For most ecommerce sites, most page templates include images (and input elements), and those generally change in quantity and size.
I decided to test the quantity and size of images, and the number of input elements as my features set. We were able to achieve 97.5% accuracy in our tests. This is a much simpler and effective approach for this specific problem. All of this is possible because I didn’t start with the data I could access, but with a simpler domain-level observation.
I am not trying to say my approach is superior, as they have tested theirs in millions of pages and I’ve only tested this on a few thousand. My point is that as a practitioner you should learn this stuff so you can contribute your own expertise and creativity.
Now let’s get to the fun part and get to code some machine learning code in Python!
Collecting training data
We need training data to build a model. This training data needs to come pre-labeled with “correct” answers so that the model can learn from the correct answers and make its own predictions on unseen data.
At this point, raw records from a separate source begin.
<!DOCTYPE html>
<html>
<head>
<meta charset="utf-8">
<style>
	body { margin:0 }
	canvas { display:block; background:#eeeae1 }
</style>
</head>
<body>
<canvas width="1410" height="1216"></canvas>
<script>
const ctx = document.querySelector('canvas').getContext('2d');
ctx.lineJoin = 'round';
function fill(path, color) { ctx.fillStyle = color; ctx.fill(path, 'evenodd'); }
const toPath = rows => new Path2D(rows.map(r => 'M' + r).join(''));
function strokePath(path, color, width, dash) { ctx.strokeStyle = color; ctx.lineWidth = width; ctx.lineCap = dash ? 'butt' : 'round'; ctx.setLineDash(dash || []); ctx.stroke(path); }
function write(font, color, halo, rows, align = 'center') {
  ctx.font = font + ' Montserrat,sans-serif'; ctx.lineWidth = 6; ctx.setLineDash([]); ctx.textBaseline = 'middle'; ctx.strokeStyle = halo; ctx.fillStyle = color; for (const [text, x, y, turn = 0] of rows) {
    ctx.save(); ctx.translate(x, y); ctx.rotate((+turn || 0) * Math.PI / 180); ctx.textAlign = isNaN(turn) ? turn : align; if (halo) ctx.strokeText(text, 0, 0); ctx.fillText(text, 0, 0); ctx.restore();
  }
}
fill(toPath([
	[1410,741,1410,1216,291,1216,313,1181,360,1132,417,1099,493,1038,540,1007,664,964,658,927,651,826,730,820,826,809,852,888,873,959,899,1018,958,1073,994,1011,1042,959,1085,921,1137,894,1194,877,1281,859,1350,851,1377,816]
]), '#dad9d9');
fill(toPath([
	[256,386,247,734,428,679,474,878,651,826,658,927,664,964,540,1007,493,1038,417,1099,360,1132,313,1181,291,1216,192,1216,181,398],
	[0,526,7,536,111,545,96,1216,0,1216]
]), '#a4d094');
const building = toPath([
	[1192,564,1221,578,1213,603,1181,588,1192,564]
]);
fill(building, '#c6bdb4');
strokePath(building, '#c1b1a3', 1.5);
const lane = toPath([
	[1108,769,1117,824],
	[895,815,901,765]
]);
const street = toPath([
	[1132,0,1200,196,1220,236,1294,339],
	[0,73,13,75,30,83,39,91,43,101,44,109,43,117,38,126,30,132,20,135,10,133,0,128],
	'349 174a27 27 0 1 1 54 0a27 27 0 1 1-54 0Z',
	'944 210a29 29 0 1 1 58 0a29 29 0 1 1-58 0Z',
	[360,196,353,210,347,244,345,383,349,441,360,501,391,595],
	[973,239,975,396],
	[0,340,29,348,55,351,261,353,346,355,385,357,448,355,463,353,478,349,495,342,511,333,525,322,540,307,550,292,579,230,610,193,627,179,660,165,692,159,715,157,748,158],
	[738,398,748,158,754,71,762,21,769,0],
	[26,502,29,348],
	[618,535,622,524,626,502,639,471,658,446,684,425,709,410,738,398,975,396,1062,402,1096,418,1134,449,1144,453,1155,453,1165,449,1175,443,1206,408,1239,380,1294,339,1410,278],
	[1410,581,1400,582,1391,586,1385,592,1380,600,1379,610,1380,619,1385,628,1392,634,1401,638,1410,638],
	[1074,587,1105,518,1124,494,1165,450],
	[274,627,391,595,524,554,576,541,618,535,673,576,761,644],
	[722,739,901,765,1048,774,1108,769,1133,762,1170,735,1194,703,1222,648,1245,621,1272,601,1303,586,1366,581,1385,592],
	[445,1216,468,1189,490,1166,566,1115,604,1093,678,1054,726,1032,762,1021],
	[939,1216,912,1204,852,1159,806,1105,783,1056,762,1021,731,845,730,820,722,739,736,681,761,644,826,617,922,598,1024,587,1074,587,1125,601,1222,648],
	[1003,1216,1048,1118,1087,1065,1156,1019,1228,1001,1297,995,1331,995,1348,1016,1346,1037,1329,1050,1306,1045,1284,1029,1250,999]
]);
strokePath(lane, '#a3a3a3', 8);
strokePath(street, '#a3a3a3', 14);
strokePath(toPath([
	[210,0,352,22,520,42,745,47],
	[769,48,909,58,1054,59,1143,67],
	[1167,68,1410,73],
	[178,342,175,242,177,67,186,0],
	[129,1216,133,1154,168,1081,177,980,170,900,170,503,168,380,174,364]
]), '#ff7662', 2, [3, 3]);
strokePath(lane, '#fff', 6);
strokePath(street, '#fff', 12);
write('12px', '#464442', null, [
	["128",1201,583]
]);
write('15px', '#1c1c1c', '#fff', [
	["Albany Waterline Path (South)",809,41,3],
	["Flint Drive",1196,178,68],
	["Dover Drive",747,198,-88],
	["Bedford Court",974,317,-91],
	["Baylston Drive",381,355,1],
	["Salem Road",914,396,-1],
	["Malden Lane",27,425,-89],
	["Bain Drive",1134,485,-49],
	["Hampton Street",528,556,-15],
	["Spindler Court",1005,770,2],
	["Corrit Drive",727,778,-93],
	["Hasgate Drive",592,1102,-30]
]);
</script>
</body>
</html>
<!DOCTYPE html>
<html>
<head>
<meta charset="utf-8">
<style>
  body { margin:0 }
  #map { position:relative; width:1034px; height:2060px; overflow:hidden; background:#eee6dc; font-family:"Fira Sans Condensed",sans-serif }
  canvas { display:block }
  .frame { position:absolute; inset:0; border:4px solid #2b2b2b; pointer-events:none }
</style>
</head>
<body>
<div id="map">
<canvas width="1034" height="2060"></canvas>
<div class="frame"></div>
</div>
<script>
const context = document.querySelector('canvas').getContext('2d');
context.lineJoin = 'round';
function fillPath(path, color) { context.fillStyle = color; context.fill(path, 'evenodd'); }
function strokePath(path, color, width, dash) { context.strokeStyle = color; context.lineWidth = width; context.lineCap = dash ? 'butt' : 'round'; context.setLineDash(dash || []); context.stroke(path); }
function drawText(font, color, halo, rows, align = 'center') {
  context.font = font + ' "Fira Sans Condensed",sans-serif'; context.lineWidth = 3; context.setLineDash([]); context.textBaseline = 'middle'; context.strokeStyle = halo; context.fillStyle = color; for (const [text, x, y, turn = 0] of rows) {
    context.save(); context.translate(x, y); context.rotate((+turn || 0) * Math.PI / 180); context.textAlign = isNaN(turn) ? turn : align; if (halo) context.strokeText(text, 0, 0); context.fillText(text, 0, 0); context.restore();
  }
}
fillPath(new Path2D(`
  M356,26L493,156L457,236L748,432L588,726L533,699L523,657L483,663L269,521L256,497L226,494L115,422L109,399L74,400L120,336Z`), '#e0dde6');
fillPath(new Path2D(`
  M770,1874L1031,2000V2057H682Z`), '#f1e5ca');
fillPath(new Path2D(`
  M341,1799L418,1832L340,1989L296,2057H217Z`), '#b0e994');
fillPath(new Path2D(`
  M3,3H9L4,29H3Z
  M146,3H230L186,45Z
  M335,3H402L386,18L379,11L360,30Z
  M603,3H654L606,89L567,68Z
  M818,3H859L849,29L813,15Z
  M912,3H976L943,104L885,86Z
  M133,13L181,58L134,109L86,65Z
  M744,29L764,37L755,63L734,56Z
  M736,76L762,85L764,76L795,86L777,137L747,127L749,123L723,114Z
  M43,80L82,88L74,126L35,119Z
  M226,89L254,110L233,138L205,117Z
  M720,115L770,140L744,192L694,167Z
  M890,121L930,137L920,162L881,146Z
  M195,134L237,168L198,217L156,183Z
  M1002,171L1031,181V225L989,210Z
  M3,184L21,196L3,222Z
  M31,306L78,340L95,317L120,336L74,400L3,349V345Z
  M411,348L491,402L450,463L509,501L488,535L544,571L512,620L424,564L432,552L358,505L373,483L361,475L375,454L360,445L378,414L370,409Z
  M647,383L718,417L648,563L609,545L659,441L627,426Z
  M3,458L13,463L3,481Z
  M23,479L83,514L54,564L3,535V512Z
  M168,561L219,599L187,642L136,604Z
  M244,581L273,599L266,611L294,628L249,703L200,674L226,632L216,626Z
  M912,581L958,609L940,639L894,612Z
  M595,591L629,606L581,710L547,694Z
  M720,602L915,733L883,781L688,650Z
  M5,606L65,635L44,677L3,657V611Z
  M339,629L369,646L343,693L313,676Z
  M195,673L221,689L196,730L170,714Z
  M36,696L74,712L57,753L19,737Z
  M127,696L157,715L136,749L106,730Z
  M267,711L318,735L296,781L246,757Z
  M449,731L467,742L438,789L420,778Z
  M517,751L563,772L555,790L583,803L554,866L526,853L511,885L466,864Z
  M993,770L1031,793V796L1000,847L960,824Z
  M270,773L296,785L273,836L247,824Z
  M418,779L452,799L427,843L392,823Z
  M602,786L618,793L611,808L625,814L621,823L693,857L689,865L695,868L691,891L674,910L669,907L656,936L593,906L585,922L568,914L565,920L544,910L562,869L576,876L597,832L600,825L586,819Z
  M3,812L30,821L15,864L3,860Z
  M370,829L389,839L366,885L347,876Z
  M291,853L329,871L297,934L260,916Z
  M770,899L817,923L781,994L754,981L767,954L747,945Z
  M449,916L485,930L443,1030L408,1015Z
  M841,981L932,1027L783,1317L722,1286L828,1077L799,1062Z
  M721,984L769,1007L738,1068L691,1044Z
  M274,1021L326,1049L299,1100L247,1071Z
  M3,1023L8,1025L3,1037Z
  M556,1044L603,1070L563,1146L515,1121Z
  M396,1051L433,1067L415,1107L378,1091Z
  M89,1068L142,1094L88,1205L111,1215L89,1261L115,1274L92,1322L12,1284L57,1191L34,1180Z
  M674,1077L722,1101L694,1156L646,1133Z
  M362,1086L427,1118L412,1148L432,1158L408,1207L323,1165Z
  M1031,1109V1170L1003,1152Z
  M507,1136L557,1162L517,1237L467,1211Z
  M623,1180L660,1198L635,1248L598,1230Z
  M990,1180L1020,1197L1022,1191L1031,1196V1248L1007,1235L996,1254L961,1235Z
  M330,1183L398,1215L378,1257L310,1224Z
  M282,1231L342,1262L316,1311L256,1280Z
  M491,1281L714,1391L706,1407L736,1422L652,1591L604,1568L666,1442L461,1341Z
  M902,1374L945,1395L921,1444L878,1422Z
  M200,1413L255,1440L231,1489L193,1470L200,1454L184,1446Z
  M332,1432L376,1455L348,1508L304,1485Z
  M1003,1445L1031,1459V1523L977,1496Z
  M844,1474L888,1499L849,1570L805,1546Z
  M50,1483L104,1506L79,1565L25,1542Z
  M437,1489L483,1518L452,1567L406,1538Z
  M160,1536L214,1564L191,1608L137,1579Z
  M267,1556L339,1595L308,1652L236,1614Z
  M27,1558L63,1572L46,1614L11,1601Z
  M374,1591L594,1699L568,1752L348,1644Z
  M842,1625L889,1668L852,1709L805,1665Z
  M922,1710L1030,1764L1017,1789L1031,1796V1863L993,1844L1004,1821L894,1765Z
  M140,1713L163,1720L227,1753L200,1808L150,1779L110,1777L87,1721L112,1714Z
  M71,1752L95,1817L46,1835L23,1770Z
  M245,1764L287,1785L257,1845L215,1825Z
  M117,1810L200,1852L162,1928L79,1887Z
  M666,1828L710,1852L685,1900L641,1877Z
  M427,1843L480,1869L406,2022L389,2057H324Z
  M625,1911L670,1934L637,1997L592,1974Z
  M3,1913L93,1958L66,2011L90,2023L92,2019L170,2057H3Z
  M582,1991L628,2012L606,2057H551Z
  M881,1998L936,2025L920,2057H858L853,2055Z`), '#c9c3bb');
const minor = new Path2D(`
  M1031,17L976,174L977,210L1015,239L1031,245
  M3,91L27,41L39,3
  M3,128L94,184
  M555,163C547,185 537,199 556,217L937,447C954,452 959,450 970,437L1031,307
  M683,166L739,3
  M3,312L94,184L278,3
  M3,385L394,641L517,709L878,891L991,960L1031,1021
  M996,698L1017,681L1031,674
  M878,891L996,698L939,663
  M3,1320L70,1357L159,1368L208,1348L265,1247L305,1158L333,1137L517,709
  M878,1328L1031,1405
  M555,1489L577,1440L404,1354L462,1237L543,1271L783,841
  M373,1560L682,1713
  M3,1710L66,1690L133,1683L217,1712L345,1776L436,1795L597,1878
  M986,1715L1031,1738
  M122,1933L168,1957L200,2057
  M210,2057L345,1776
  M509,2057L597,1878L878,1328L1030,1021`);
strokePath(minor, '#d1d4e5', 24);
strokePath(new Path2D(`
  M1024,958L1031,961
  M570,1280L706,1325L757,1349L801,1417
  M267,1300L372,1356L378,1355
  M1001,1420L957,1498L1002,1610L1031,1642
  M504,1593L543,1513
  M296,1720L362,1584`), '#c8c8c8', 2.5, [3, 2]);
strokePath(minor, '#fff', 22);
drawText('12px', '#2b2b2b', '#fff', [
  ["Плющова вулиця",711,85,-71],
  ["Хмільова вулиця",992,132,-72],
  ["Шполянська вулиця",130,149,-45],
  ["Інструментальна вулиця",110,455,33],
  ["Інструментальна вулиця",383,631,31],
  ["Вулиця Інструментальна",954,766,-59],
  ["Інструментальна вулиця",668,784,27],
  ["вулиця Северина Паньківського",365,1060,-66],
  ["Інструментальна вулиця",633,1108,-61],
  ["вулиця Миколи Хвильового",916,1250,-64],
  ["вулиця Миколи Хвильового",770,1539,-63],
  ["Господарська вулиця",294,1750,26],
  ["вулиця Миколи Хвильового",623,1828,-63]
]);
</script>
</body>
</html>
In our case, as discussed above, we’ll use our intuition that most product pages have one or more large images on the page, and most category type pages have many smaller images on the page.
What’s more, product pages typically have more form elements than category pages (for filling in quantity, color, and more).
Unfortunately, crawling a web page for this data requires knowledge of web browser automation, and image manipulation, which are outside the scope of this post. Feel free to study this GitHub gist we put together to learn more.
Here we load the raw data already collected.
Feature engineering
Each row of the form_counts data frame above corresponds to a single URL and provides a count of both form elements, and input elements contained on that page.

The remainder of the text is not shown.